= Dave Lockwood (tiddlywinks) =

American tiddlywinks player

David Lockwood (born ) is an American tiddlywinks player. He has won 41 national and world tiddlywinks titles.

==Biography==
Lockwood attended college at Massachusetts Institute of Technology (MIT), graduating in 1975.
Lockwood's professional career was as an airplane executive.
As of 1978, he was an economic forecaster for Pan Am.
In 1988, he gave his profession as aviation specialist with Booz Allen Hamilton.
He worked as an economist for Gulf Air, an airline based in Bahrain as of 1994.
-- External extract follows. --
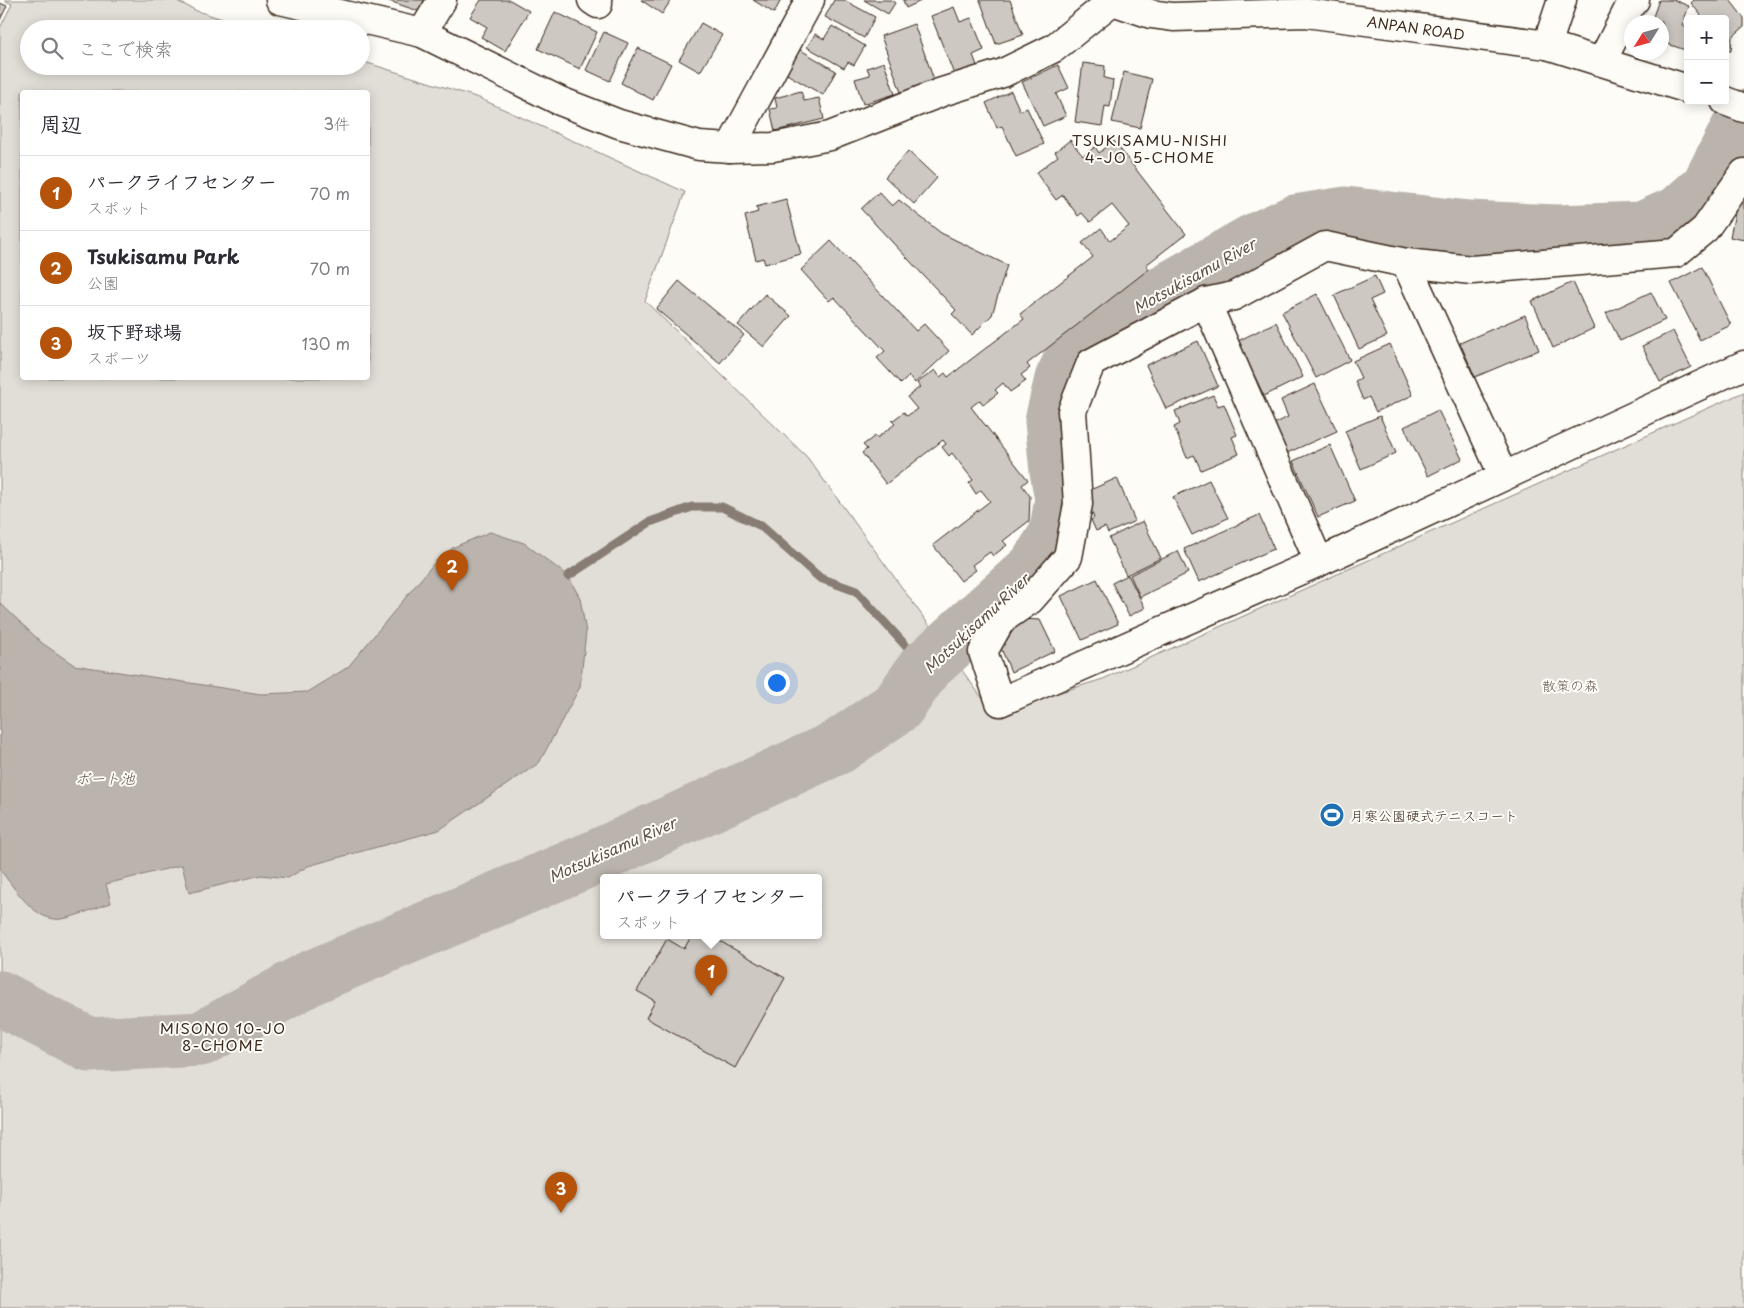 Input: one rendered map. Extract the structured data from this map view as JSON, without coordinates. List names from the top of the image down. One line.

Lockwood began playing tiddlywinks during his freshman year at MIT.
He signed up to play the game as a joke after viewing it in the student handbook.
He plays using the nickname "The Dragon", alluding to the fact that he was born in the Year of the Dragon.
Lockwood has won 41 national and world tiddlywinks titles.
He has additionally won five international titles competing as a duo with Larry Kahn.
Lockwood and Kahn frequently compete against each other, with Sports Illustrated comparing their rivalry to that of Muhammad Ali and Joe Frazier.
In 1979, Lockwood held the record for most consecutive shots "potted" (made into the cup) without missing, at 722.
In 1988, he and Kahn held the world record for the fewest shots taken (21) to pot 12 winks from the corner of a standard wink table.

Lockwood is involved in coordinating and organizing tiddlywinks events and tournaments, and was the head of the International Federation of Tiddlywinks Associations.

==Personal life==
Lockwood married Deja Lockwood and has five children, all of whom he taught how to play tiddlywinks.

His third child, Max, became one of the youngest tiddlywinks players to win a national title, which he did at age 12 by winning the North American Pairs championship in 2001, competing in a team with his father.